To submit an abstract, please complete this form by 01 December 2025.
We are also delighted to have invited talks from Tony Arber – University of Warwick, and Lisa-Marie Zessner – Max Planck Institute for Solar System Physics.
For more information, please contact [email protected] or [email protected].
Meeting Overview
Recent advances in both observational and numerical techniques have revealed the wealth of physical phenomena present in the solar chromosphere, and its critical role in energy transport and heating of the solar atmosphere, however the relative importance and interplay between many of these terms is still to be determined. Whilst a geometrically thin layer (~2Mm), the chromosphere typically spans nine vertical pressure scale heights, with dramatically varying ionisation fractions, and given its increased density radiates more energy than the corona. As our understanding of the lower solar atmosphere advances, it has become overwhelmingly clear that the traditional methods for modelling the solar atmosphere are insufficient to explain observed phenomena and quantify energy fluxes from ubiquitous events, such as spicules and flux emergence. As such, modelling has begun to incorporate non-MHD-like phenomena such as radiative transfer and partial ionisation to more-accurately capture the salient physics and accurately model the solar atmosphere. However, implementing many essential extensions, such as optically-thick radiative transfer and partial ionisation, is a nontrivial task and continues to complicate any confrontation between theory with observations.

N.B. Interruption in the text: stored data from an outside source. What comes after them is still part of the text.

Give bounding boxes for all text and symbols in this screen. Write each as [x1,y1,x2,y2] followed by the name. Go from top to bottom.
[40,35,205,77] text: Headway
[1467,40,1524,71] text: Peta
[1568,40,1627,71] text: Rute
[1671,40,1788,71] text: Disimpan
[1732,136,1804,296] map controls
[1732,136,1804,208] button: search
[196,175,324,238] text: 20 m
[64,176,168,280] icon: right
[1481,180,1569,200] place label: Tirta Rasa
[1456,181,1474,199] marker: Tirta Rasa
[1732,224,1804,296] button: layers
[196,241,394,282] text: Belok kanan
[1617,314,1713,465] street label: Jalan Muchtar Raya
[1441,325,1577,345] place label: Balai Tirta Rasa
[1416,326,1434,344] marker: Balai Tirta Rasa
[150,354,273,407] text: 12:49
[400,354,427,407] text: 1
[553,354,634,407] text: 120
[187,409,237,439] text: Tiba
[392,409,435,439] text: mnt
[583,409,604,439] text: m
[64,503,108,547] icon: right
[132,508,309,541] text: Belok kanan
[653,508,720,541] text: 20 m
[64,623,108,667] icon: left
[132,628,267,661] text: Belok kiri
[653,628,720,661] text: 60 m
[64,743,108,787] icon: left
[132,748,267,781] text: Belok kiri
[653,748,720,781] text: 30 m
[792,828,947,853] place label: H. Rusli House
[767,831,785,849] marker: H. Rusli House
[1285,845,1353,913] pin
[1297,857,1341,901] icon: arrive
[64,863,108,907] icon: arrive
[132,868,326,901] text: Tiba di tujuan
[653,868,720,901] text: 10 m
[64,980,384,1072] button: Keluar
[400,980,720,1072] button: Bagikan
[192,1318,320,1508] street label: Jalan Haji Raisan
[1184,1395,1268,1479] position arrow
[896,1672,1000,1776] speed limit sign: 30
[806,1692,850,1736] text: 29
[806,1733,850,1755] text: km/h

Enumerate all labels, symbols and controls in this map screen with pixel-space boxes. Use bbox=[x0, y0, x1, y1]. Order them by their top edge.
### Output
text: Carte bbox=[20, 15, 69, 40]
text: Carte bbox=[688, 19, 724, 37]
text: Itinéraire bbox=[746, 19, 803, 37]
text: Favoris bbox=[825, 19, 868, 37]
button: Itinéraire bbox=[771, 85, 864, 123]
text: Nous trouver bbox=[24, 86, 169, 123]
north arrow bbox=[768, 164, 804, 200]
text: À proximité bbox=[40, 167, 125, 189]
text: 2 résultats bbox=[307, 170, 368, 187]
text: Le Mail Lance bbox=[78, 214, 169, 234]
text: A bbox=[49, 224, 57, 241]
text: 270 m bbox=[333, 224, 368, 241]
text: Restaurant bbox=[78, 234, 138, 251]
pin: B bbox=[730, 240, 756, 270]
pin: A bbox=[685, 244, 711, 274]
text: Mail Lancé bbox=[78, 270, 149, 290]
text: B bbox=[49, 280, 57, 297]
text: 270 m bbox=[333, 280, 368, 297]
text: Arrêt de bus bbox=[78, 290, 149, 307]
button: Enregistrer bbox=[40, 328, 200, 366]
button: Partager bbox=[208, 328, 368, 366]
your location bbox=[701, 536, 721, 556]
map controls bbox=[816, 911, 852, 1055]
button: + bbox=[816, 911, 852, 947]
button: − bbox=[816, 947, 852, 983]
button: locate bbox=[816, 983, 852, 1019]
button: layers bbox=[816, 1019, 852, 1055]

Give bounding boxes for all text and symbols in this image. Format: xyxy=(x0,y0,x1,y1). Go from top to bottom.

In anticipation of the upcoming next generation of observational and numerical infrastructure (e.g., DKIST, EST, EUVST, SAMS) we propose this focused session on the physics and observational counterparts of plasma in the lower solar atmosphere. Our main goals are to facilitate a comprehensive summary of recent successes and discrepancies to highlight areas on which to focus in the coming years, and how to best utilise the latest techniques to understand out enigmatic Sun within available computational and observational limits.